══ MATERIAL TO PROCESS

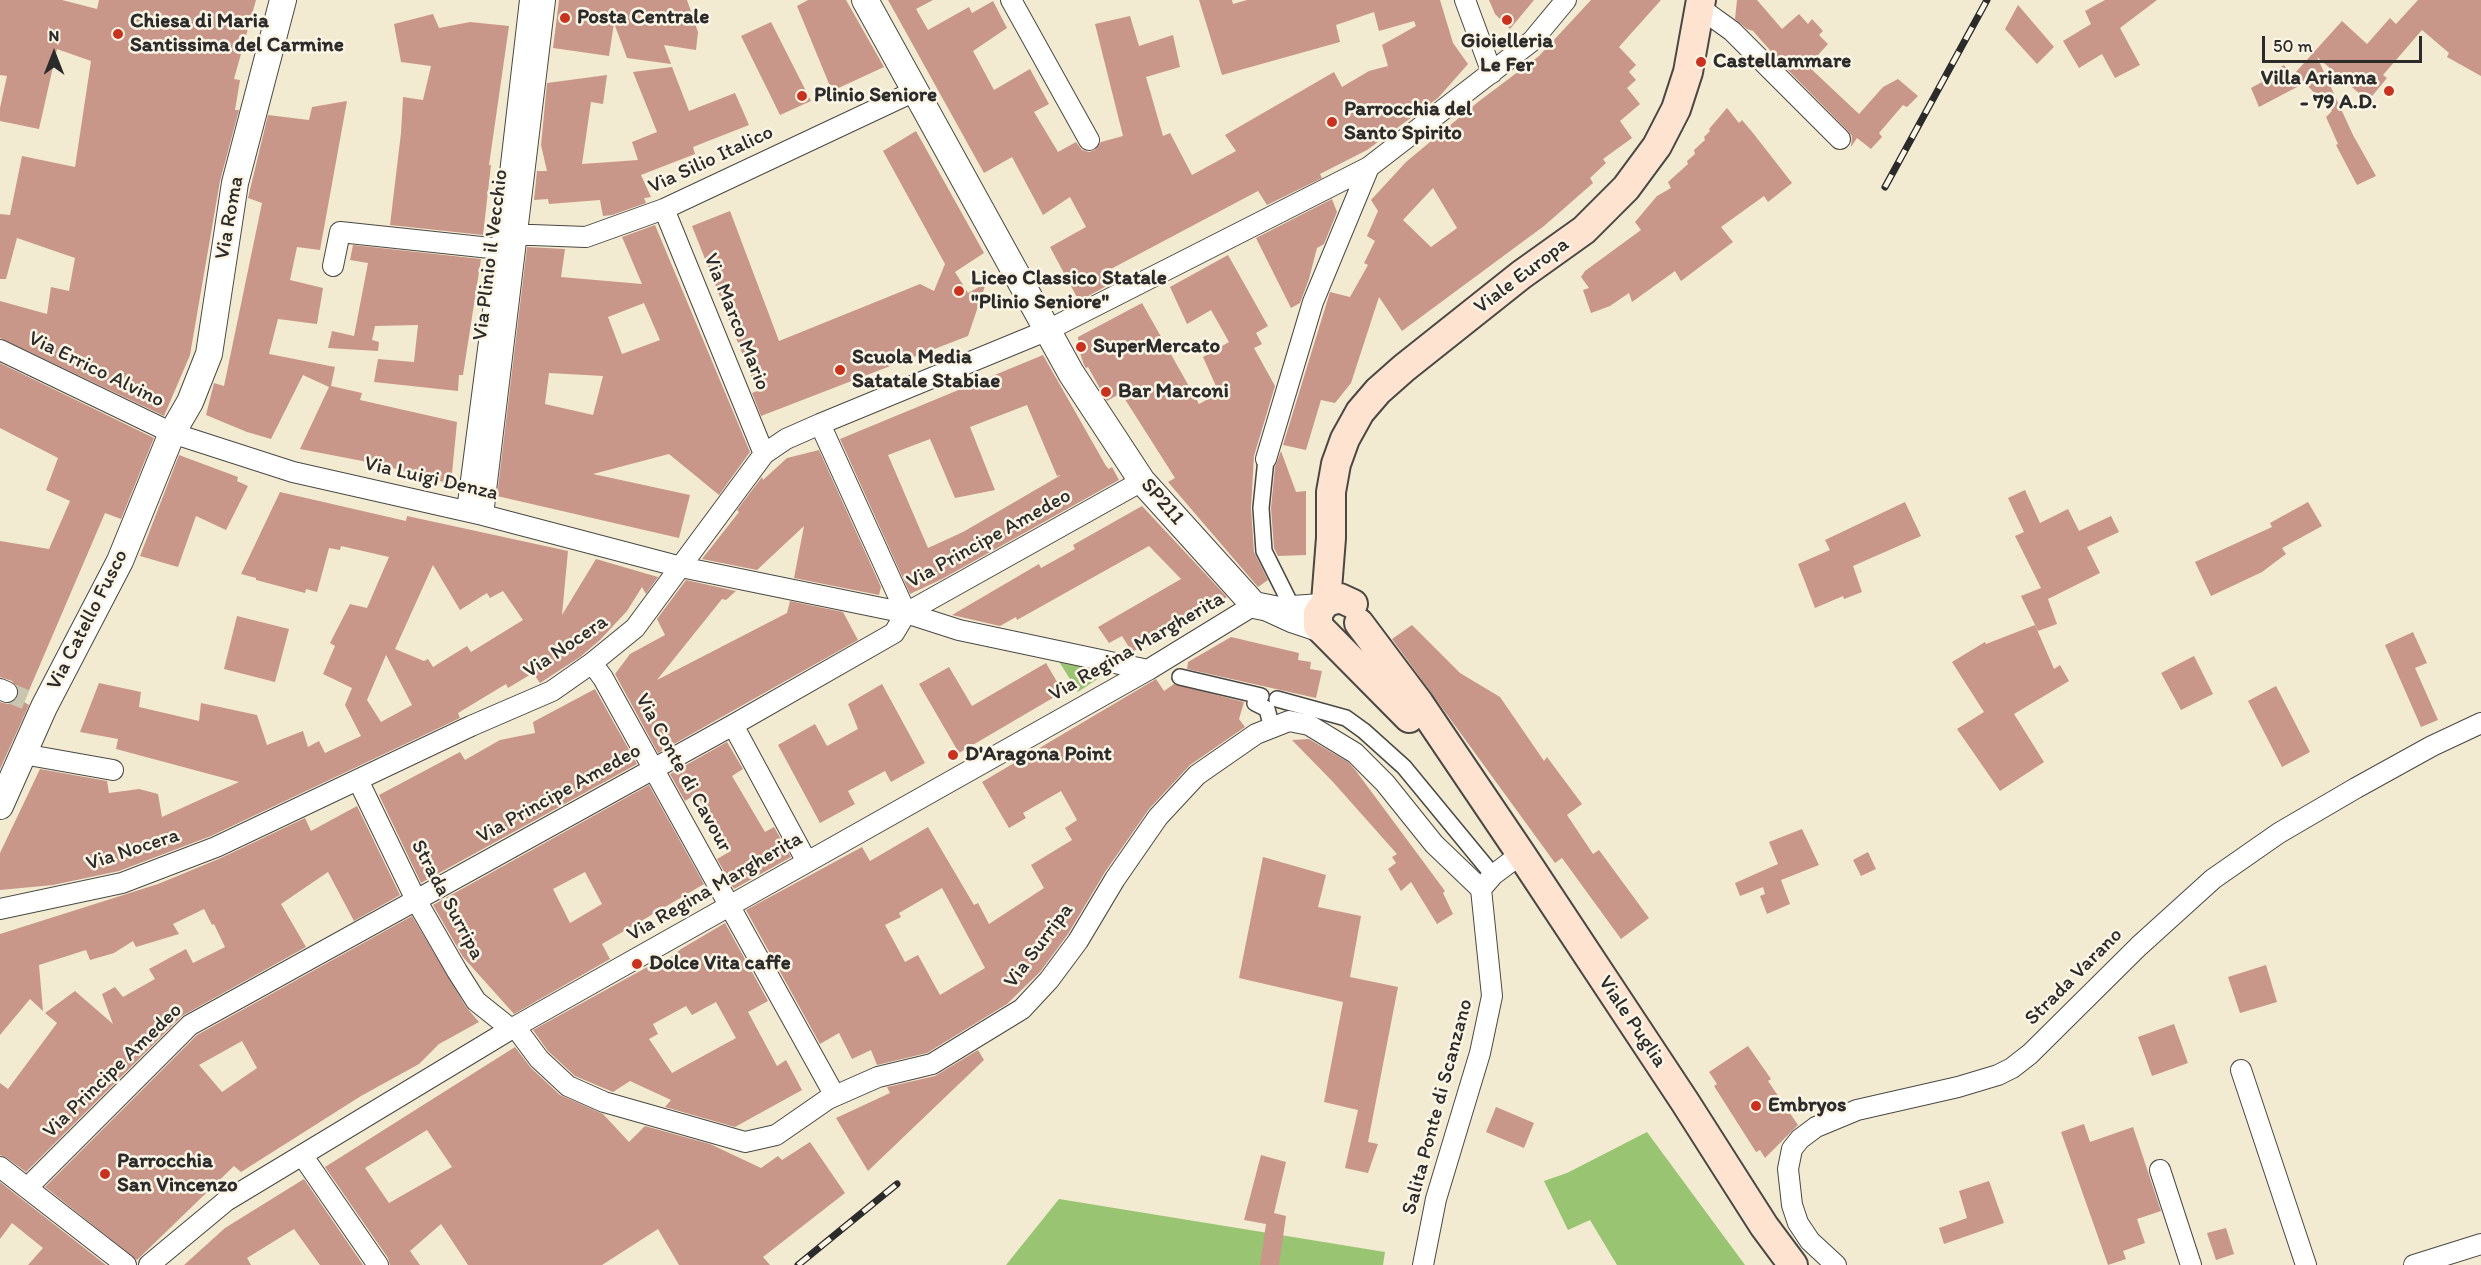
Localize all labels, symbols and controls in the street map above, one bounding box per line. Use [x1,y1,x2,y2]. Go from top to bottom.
place label: Posta Centrale [577,5,709,31]
place label: Chiesa di Maria Santissima del Carmine [130,9,344,59]
marker: Posta Centrale [558,11,572,25]
marker: Gioielleria Le Fer [1500,13,1514,27]
north arrow [24,24,84,84]
scale bar [2265,24,2426,62]
text: N [49,26,59,45]
marker: Chiesa di Maria Santissima del Carmine [111,27,125,41]
place label: Gioielleria Le Fer [1461,29,1553,79]
text: 50 m [2273,35,2313,57]
place label: Castellammare [1713,49,1851,75]
marker: Castellammare [1694,55,1708,69]
place label: Villa Arianna - 79 A.D. [2261,66,2377,116]
place label: Plinio Seniore [814,83,937,109]
marker: Villa Arianna - 79 A.D. [2382,84,2396,98]
marker: Plinio Seniore [795,89,809,103]
place label: Parrocchia del Santo Spirito [1344,97,1472,147]
marker: Parrocchia del Santo Spirito [1325,115,1339,129]
street label: Via Silio Italico [644,120,778,200]
street label: Via Plinio il Vecchio [468,168,514,342]
street label: Via Roma [210,174,250,262]
street label: Viale Europa [1470,232,1574,320]
street label: Via Marco Mario [697,250,775,394]
place label: Liceo Classico Statale "Plinio Seniore" [971,266,1167,316]
marker: Liceo Classico Statale "Plinio Seniore" [952,284,966,298]
street label: Via Errico Alvino [24,326,168,414]
place label: SuperMercato [1093,334,1220,360]
marker: SuperMercato [1074,340,1088,354]
place label: Scuola Media Satatale Stabiae [852,345,1000,395]
marker: Scuola Media Satatale Stabiae [833,363,847,377]
place label: Bar Marconi [1118,379,1229,405]
marker: Bar Marconi [1099,385,1113,399]
street label: Via Luigi Denza [362,451,500,507]
street label: SP211 [1135,473,1189,531]
street label: Via Principe Amedeo [902,483,1076,595]
street label: Via Catello Fusco [42,546,134,694]
street label: Via Regina Margherita [1045,586,1229,708]
street label: Via Nocera [519,610,613,684]
street label: Via Conte di Cavour [629,689,737,857]
street label: Via Principe Amedeo [472,738,646,850]
place label: D'Aragona Point [965,742,1112,768]
marker: D'Aragona Point [946,748,960,762]
street label: Via Nocera [83,823,183,877]
street label: Via Regina Margherita [623,826,807,948]
street label: Strada Surripa [405,836,489,964]
street label: Via Surripa [999,899,1079,993]
street label: Strada Varano [2020,923,2128,1031]
place label: Dolce Vita caffe [649,951,791,977]
marker: Dolce Vita caffe [630,957,644,971]
street label: Viale Puglia [1592,971,1672,1073]
street label: Salita Ponte di Scanzano [1397,996,1479,1218]
street label: Via Principe Amedeo [38,998,188,1144]
place label: Embryos [1768,1093,1846,1119]
marker: Embryos [1749,1099,1763,1113]
place label: Parrocchia San Vincenzo [117,1149,238,1199]
marker: Parrocchia San Vincenzo [98,1167,112,1181]

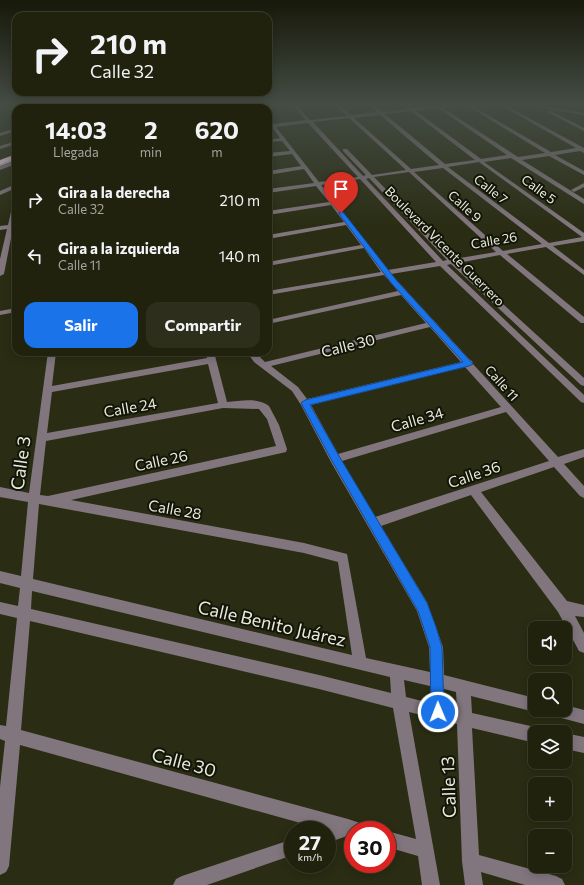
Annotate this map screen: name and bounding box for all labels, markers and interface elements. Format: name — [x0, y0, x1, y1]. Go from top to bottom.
text: 210 m — [90, 26, 167, 60]
icon: right — [24, 28, 76, 80]
text: Calle 32 — [90, 60, 154, 82]
text: 14:03 — [45, 115, 107, 144]
text: 2 — [144, 115, 158, 144]
text: 620 — [195, 115, 239, 144]
text: Llegada — [53, 144, 99, 160]
text: min — [140, 144, 162, 160]
text: m — [211, 144, 223, 160]
street label: Calle 7 — [471, 171, 511, 207]
street label: Calle 5 — [518, 171, 560, 207]
pin — [324, 172, 358, 213]
icon: arrive — [330, 178, 352, 200]
text: Gira a la derecha — [58, 183, 170, 201]
street label: Boulevard Vicente Guerrero — [382, 183, 508, 309]
street label: Calle 9 — [445, 187, 485, 225]
icon: right — [24, 189, 46, 211]
text: 210 m — [220, 191, 260, 209]
text: Calle 32 — [58, 201, 104, 217]
street label: Calle 26 — [470, 228, 518, 252]
text: Gira a la izquierda — [58, 239, 180, 257]
icon: left — [24, 245, 46, 267]
text: 140 m — [219, 247, 260, 265]
text: Calle 11 — [58, 257, 101, 273]
button: Salir — [24, 302, 138, 348]
button: Compartir — [146, 302, 260, 348]
street label: Calle 30 — [319, 330, 377, 360]
street label: Calle 11 — [482, 362, 522, 404]
street label: Calle 24 — [102, 393, 158, 421]
street label: Calle 34 — [389, 403, 445, 435]
street label: Calle 3 — [5, 435, 35, 491]
street label: Calle 26 — [133, 446, 189, 474]
street label: Calle 36 — [445, 457, 503, 491]
street label: Calle 28 — [147, 495, 203, 523]
street label: Calle Benito Juárez — [196, 595, 348, 651]
map controls — [528, 621, 572, 873]
button: sound — [528, 621, 572, 665]
button: search — [528, 673, 572, 717]
position arrow — [417, 691, 459, 733]
button: layers — [528, 725, 572, 769]
street label: Calle 30 — [149, 743, 219, 781]
street label: Calle 13 — [436, 756, 460, 818]
button: + — [528, 777, 572, 821]
speed limit sign: 30 — [344, 821, 396, 873]
button: − — [528, 829, 572, 873]
text: 27 — [299, 830, 321, 854]
text: km/h — [298, 851, 322, 863]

════

- WORK INSTRUCTION -
Reproduce each line of the material that mentions "button".

- RESULT FOR THIS EXERCISE -
button: Salir — [24, 302, 138, 348]
button: Compartir — [146, 302, 260, 348]
button: sound — [528, 621, 572, 665]
button: search — [528, 673, 572, 717]
button: layers — [528, 725, 572, 769]
button: + — [528, 777, 572, 821]
button: − — [528, 829, 572, 873]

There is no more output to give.